The context of why I’m trying to do this
We are using dbt-postgres. We would like to detect the changes in the raw table (i.e. inserts or updates) and append or update our int_purchased_item model accordingly.
-- Staging model stg_purchased_item
with source as (
select * from {{ source('item', 'purchased_item') }}
),
purchased_item as (
select ...
from source
)
select * from purchased_item
-- Intermediate model int_purchased_item - OPTION 1
{{ config(
materialized='incremental',
unique_key='purchased_item_id'
)
}}
with purchased_item as (
select * from {{ ref('stg_purchased_item') }}
{% if is_incremental() %}
where updated > (select max(updated) from {{ this }})
{% endif %}
),
category as (
select * from {{ ref('stg_category') }}
),
final as (
select
from purchased_item
left join category
)
select * from final
-- Intermediate model int_purchased_item - OPTION 2
{{ config(
materialized='incremental',
unique_key='purchased_item_id'
)
}}
with purchased_item as (
select * from {{ ref('stg_purchased_item') }}
),
category as (
select * from {{ ref('stg_category') }}
),
final as (
select
from purchased_item
left join category
)
select * from final
{% if is_incremental() %}
where updated > (select max(updated) from {{ this }})
{% endif %}
Our concern is whether we have placed the {% if is_incremental() %} logic in the correct place, and whether it is valid to apply it within a CTE as we have done in Option 1, versus placing it at the very end of the model as in Option 2.

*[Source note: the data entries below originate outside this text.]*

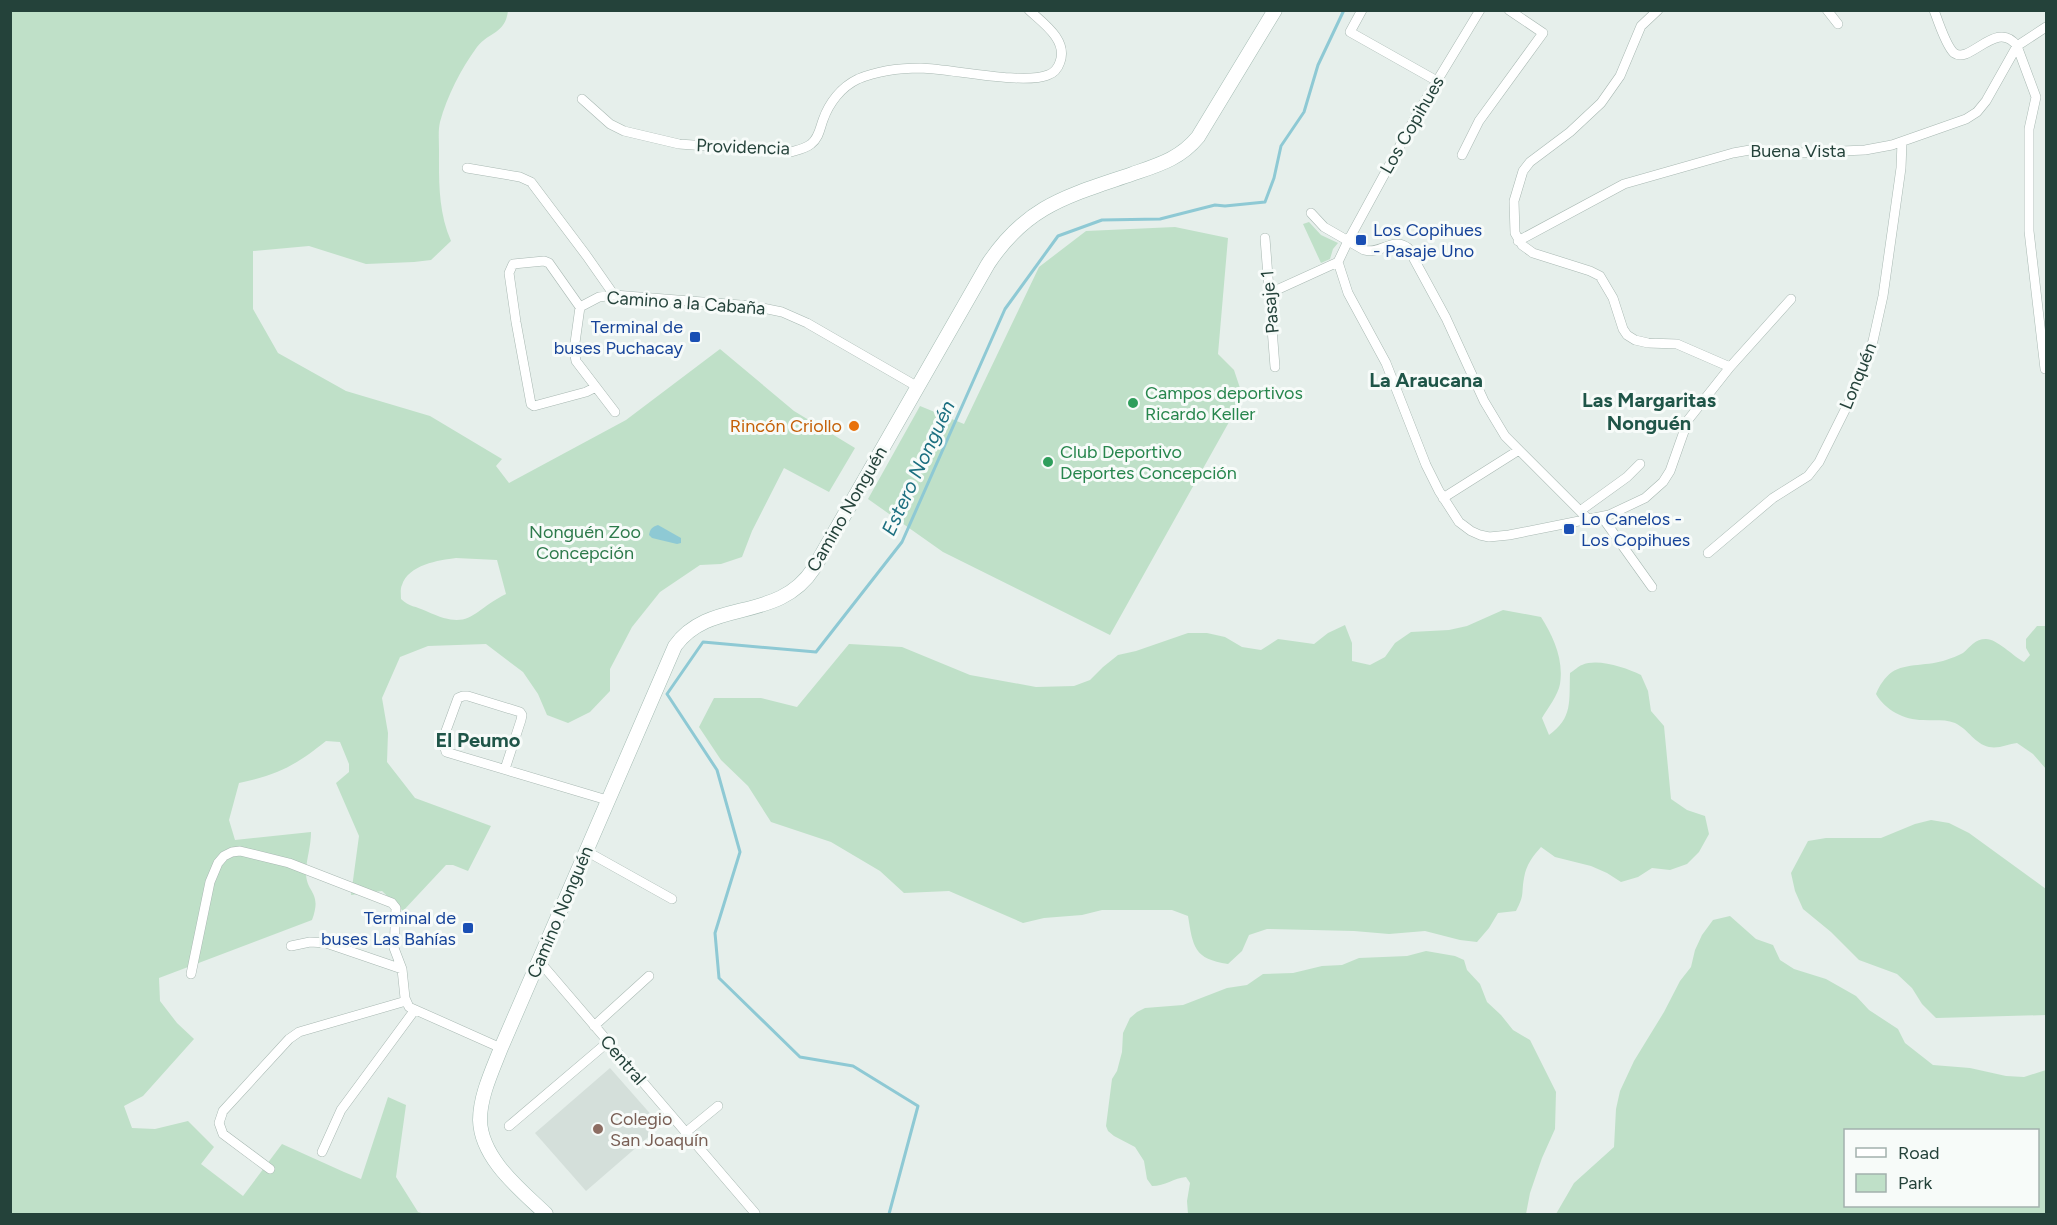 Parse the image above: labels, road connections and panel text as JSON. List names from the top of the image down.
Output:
{
  "streets": {
    "main road": ["Camino Nonguén"],
    "street": [
      "Los Copihues",
      "Providencia",
      "Buena Vista",
      "Pasaje 1",
      "Camino a la Cabaña",
      "Lonquén",
      "Central"
    ]
  },
  "crossings": [
    ["Buena Vista", "Lonquén"],
    ["Camino a la Cabaña", "Camino Nonguén"],
    ["Camino Nonguén", "Central"]
  ],
  "districts": ["La Araucana", "Las Margaritas Nonguén", "El Peumo"],
  "water": ["Estero Nonguén"],
  "parks": ["Nonguén Zoo Concepción"],
  "places": {
    "transit": [
      "Los Copihues - Pasaje Uno",
      "Terminal de buses Puchacay",
      "Lo Canelos - Los Copihues",
      "Terminal de buses Las Bahías"
    ],
    "other": [
      "Campos deportivos Ricardo Keller",
      "Rincón Criollo",
      "Club Deportivo Deportes Concepción",
      "Colegio San Joaquín"
    ]
  },
  "legend": ["Road", "Park"]
}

If both are valid, which one is likely to be more performant?
The question of whether there is a “correct” answer is a little vague without having some very specific criteria for correctness. SQL is a declarative language, and both examples declare the same thing, so in principle they are identical.
In practice this is an example of what’s called “predicate pushdown”. Predicate means “where clause” and pushing it down means, performing the filtering operation as early as possible, because performing the join step of this query is a much more expensive operation than filtering, and doing the join only to throw away a huge portion of the results would be very stupid.
So, most modern database engines are not this stupid and they will evaluate whether it is possible to push down the predicate into the CTE without you telling it to do so. If it is, they will silently perform that optimisation under the hood for you. This gets a bit more obvious if in Option 2, you put the is_incremental block into the CTE called “final”, so the join and the WHERE are in the same step. How will the database choose which step to do first?
This depends on the database’s SQL interpreter and what it chooses to do, and it also depends on other optimisations to the table such as keys and indices defined on the tables - you didn’t explicitly specify a join condition in your example but the join performance will be impacted by these factors. It can sometimes be very difficult to predict what a particular database will make of any given query and performance can be bad or good for poorly-understood reasons. You can explore more of this with the EXPLAIN statement and similar tools in different databases. One example of a case that can confuse predicate pushdown is where you’re querying a view and the predicate could be pushed down into a CTE in the view, but the database may not always be able to figure this out and may process more data than it needs to.
The final factor is readability. dbt has a convention of having small CTEs doing SELECT * FROM {{ ref('my_dependency') }} but other than that, these examples are very simple one-statement queries. In a real-world model of a few hundred lines, readability is going to become a concern, and if your database engine is smart enough to push down this kind of predicate properly, readability is a much bigger concern. So someone arguing for the predicate to come later in the query on the basis that is more readable with no performance impact, would have a pretty good case, I think.
So to summarise:
It may make a difference to performance but if your database is modern then it usually won’t… but it might
You can test the performance and see for yourself
If there is no performance difference, the argument is academic and you’re free to structure the query whatever way makes the most sense to you
Using CTEs extensively in SQL code can often feel like you’re writing code procedurally, but this can also be a trap - you aren’t actually doing so, you’re still writing declarative code, and the database will make up its own mind about the right order of operations.
As best practice I would still put the incremental filter as close to the original ref as possible. The only reason for putting it in the final CTE is if it also depended on the join.
Note: @Eugene Kim (Orrum) originally posted this reply in Slack. It might not have transferred perfectly.